To this idea, most would scoff and turn a deaf ear; science is so much a part of our lives that we cannot fathom a way to separate it from modern government. Science is our rock, it is progress as well, and we need it. Think, though, of when this nation was first founded. Could the pilgrims have had a separation of church and state? Of course not, that would have gone against every ideal that became the basis of this country. So how can we now debate that it is okay to teach evolution, but not creation? The argument is, naturally, that it is wrong to force the beliefs of Christianity and Judaism on people who do not feel the same. But what about people who believe in creation and not evolution? Aren’t we doing the same- forcing science on them? And what about other religions and civilizations and their stories? If you can’t or won’t teach it all, you shouldn’t teach any of it. That makes it hard, doesn’t it? Without the basics, there isn’t much that you can teach. The only way to be truly fair is to present every story and let the students decide for themselves what they believe. Different aspects of the same story are also important.
It could be a completely separate class, and a prerequisite for all science and religion classes. In fact, it would not be unlike our college seminar, a forum for stories, all kinds, from all over the world. What exciting discussions might in sue; what a way to stretch people’s minds, and help them establish their own philosophy- personalized religion, you might call it. So much emphasis is placed on science, in fact even the way it is presented, that it is nearly impossible to see it as anything but cold, solid fact. But what if science is a story too. What if we revere science only because it is something larger than ourselves? Then, truly, it is no different from religion.
How do religions come into being? This question is fundamental if we are to argue that science is a religion. Generally, people need to reassure themselves that everything in life has meaning, and so they begin to search for answers and reasons. Explaining the impossible is an obsession for the human race. For a certain time, religion satisfied all of these things, but our curiosity has driven us to find answers more and more real and substantiated. When I say “real”, I mean tangible. Has anyone ever touched God? Can we mathematically prove the existence of God as we can scientific observations? No. Therefore, many are more inclined to believe in tiny atoms that we can’t feel but that we believe make us. Sounds like a religion to me. Belief in a higher power, belief in tiny atoms, spinning and forming universes…what’s the difference, really?
Above and beyond this argument, there is the case of believing both, theistic evolution. If both are equally believed, then should they not also be equally taught? For example, take the following math problem…

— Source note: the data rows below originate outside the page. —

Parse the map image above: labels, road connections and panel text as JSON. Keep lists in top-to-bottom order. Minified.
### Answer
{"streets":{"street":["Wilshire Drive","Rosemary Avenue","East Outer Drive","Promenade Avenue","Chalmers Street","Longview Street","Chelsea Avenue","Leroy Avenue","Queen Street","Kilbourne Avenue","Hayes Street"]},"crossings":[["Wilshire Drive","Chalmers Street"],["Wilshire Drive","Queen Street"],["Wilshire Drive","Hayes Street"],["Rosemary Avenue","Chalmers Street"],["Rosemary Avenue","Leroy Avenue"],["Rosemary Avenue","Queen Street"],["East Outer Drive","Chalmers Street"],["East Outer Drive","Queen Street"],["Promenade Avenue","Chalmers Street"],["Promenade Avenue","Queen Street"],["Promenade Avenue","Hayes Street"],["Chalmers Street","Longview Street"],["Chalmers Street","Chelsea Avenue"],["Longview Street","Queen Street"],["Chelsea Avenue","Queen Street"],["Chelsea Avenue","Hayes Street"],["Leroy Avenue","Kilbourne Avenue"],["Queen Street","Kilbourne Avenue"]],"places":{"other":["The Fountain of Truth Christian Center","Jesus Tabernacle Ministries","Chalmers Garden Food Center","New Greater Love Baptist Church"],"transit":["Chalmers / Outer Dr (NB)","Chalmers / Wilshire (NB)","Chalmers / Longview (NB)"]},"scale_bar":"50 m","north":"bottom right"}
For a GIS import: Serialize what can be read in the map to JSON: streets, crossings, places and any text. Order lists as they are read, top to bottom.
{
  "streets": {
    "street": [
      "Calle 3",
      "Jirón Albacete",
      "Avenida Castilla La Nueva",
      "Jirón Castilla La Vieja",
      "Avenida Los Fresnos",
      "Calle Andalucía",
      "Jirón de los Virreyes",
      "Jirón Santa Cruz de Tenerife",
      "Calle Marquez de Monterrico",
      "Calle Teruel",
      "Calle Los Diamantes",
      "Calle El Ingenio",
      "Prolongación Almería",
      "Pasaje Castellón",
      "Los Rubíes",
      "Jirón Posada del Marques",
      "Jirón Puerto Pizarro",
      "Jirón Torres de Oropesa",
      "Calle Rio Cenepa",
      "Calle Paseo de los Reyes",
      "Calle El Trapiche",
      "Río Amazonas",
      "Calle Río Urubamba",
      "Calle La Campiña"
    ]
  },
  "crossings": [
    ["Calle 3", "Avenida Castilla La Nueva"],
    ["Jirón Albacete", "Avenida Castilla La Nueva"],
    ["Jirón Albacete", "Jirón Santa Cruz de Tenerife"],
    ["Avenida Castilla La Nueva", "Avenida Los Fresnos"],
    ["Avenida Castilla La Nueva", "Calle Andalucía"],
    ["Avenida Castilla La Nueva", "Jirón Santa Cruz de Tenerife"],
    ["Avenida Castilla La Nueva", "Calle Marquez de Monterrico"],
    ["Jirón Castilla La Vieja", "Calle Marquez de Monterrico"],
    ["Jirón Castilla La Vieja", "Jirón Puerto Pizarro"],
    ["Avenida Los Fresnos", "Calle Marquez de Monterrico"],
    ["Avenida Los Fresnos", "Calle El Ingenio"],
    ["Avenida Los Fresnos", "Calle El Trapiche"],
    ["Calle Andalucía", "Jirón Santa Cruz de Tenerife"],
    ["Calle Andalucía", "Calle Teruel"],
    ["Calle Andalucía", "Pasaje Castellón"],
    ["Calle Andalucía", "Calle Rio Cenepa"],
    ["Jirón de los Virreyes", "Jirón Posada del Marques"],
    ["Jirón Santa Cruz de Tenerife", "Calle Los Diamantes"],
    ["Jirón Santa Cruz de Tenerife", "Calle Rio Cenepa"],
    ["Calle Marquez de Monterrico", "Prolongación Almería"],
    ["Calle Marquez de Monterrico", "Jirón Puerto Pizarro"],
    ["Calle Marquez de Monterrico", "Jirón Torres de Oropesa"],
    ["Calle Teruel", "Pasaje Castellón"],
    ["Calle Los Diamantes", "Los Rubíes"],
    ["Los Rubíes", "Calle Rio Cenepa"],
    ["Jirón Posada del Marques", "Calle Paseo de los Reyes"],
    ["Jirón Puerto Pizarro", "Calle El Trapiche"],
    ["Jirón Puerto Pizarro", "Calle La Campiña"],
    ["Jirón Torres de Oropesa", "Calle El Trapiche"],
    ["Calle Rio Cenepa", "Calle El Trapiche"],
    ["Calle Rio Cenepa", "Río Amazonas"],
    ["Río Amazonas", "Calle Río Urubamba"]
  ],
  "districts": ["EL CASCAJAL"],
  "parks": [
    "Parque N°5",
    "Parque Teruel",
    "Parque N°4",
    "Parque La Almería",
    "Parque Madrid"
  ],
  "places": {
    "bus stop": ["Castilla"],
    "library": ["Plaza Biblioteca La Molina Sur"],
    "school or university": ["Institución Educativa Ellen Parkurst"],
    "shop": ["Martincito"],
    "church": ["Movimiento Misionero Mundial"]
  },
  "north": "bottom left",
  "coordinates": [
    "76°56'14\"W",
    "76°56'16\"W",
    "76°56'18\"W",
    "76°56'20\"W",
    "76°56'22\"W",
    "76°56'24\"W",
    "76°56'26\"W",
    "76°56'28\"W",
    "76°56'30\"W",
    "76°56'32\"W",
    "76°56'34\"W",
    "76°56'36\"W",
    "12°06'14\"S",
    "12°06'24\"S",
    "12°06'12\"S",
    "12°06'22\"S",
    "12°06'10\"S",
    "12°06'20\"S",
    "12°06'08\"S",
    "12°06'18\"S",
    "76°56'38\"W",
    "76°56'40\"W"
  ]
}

60sec/min * 60 min/h * 24 h/day * 6 days (God rested on the seventh day, right?)
= 518, 400sec * 10,000 yrs/sec (# of years passed on Earth for every second in heaven, according to Old Testament) = 5.18 billion years. Estimated age of Earth: 4.5-5 billion years old. Makes you think…

Even some scientists and religious philosophers agree that the two are not mutually exclusive. When they are taught, however, it is important to keep personal biases out of conversation. True, neutrality has never been one of our strong points, but without it the whole purpose of presenting both to the students will be lost. For what good is the presentation of one theory, when all conviction lies in another.
In terms of presentation, story format is natural and logical. When writers write, their main objective must be to captivate their audience long enough through language to get to the main point at which their piece is driving. Consequently it is most effective for presenting all material, even scientific proofs. Perhaps science could shrug off its generally stereotyped cold exterior and get a little funk to it…kind of like Catholicism WOW! from (the movie) Dogma. Not a bad idea, overall. It might inspire more young minds to delve in and explore, rather than relying on the material itself to capture the needed individuals.
The real problem with both these theories is that humans are relied upon to present them. There are too many strong feelings on both sides of the issue. Hypocrites abound and it does nothing for the credibility, or the maturity, of either side. Until we can all put aside our differences for the sake of the betterment of everyone- regardless of how different their beliefs are- we will never get anywhere. The love of argument has gone a little too far. To sacrifice progress of a more benevolent and beneficial kind, such as the improvement of life and learning of all people, for the sake of age-old arguments is absolutely ridiculous. There is no more point to it than there was in the feud between the Montagues and the Capulets (and we all know how that one ended). Argument is good, but not when it reduces us to the level of children playing with big words
In fact, beyond the debate over not offending people’s beliefs, why not do it anyway? Our children could be more cultured, understanding people. Maybe they would be more open-minded and compassionate- wouldn’t that be progress? Progress above and beyond more technology, machines and software programs. Whether the students would choose to accept all, some, or none of the ideas, exposure would be, could be, nothing but positive. With strong teachers and good, open discussions, a huge impact could be made on the ideology of traditional thought. Perhaps we would become less ignorant of our own world (own country, even) and more understanding of others and their beliefs, ideals and dreams that have shaped them. We could finally become the nation that we claim to be- accepting. A nation not of hypocrites and stubborn black and white thinkers, but arrayed with all the beautiful shades of gray and willing to learn. A magnificent rainbow of thought, without limits, biases or prejudice- the change would not be all at once, but what a start it would be.


Name:  Helena S
Subject:  Stories And Why They Are Shared
Date:  2001-10-24 03:26:17
Message Id:  523

What makes us decide to tell a story isn’t something that can be explained in so many words, but more of an instinctual drive that propels us into telling them. No story is, then, either utterly wrong or right, but simply a reflection upon a thought of someone who initially came up with it. If the argument is between scientific evolution and Creationism, the same argument can be applied.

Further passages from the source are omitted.